Dynamic Analysis of Embankments Reinforced with Micro-Piles

Abstract

Application of micro-piles to stabilize unstable slopes has been widely considered in recent years. A micro-pile is a small-diameter (typically less than 300 mm), drilled, and grouted as non-displacement pile that is typically reinforced. The main objective of this study is to evaluate the influence of the micro-pile group on increasing safety factor as well as finding the optimum position of micro-piles across the embankments slopes. In this study, numerical analyses were performed to investigate the efficiency of micro piles on the behavior of embankments using ABAQUS Finite Element code. The analyses have been carried for plane strain conditions and under earthquake loads. Based on acquired results, it was implied that using micro pile groups on the lower part of embankment slope is the optimal approach to reinforce embankments. This can increase the embankment safety factor by 33% in static mode and by 34% in dynamic mode. The impacts of the parameters of micro pile inclination angle, diameter, length, micro-pile spacing, and the type of soil on safety factor in dynamic mode have been investigated.
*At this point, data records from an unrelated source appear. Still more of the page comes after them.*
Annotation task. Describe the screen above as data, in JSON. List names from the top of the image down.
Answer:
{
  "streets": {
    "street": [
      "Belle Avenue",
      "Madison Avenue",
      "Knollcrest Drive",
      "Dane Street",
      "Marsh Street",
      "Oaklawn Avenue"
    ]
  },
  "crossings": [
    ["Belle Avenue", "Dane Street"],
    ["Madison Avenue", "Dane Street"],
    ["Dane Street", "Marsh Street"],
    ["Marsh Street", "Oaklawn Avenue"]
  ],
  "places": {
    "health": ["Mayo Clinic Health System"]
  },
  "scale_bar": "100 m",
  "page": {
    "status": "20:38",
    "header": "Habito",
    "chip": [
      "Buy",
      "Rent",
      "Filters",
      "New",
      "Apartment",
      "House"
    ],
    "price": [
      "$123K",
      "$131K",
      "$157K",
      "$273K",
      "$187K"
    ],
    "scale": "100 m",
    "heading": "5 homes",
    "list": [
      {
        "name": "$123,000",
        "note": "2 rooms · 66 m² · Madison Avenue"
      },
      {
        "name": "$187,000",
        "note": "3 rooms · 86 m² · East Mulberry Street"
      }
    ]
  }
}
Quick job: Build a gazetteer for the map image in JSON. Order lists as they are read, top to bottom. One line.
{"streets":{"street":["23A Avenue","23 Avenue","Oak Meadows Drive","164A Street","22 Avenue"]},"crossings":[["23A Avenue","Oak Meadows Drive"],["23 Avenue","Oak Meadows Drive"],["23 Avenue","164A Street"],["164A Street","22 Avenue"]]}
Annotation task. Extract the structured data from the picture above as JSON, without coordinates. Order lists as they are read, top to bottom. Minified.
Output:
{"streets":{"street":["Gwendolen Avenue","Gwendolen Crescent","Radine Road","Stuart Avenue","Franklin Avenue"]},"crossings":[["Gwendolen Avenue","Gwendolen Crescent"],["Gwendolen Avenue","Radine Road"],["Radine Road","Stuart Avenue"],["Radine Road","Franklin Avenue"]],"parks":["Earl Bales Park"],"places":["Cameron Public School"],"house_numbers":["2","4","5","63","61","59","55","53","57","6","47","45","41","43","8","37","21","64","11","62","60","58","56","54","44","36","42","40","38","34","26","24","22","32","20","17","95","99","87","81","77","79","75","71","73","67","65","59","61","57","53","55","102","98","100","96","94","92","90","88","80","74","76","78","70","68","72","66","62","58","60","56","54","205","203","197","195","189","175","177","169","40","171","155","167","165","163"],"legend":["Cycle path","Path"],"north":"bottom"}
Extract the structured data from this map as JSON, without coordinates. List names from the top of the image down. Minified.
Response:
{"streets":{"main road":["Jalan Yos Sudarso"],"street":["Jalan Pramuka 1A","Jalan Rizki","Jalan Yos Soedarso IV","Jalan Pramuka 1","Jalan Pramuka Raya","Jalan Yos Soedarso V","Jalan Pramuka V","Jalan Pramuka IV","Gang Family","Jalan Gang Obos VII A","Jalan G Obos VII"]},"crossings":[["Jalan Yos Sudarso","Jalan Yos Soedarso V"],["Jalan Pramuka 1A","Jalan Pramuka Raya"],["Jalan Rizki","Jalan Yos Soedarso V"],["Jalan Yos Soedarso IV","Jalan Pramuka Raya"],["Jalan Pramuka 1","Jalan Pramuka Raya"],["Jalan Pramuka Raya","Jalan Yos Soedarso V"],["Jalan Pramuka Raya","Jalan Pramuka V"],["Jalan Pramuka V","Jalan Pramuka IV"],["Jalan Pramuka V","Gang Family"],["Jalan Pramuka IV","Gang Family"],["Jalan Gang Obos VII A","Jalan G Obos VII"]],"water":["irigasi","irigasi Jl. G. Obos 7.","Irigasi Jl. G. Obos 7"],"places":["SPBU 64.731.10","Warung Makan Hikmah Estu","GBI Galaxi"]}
Results show that increasing the length and diameter of the micro piles increase the safety factor. By increasing the micro pile angle in respect to vertical axis up to 30°, safety factor increases but any additional increase of the angle decreases the factor. Furthermore, by increasing the spacing of micro piles up to 4 times the diameter, causes improving the safety factor, but more space has a negative impact. By strengthening the type of the adhesive soil (simultaneous increase of embankment adhesion from 8 KPa to 16 KPa and elasticity module from 30 MPa to 60 MPa), embankment safety factor increases by 40%. Furthermore, by strengthening the sandy soil (simultaneous increase of internal friction angle from 32 to 40 and soil elasticity module from 20 MPa to 45 MPa), the safety factor of embankment increases by 41 percent.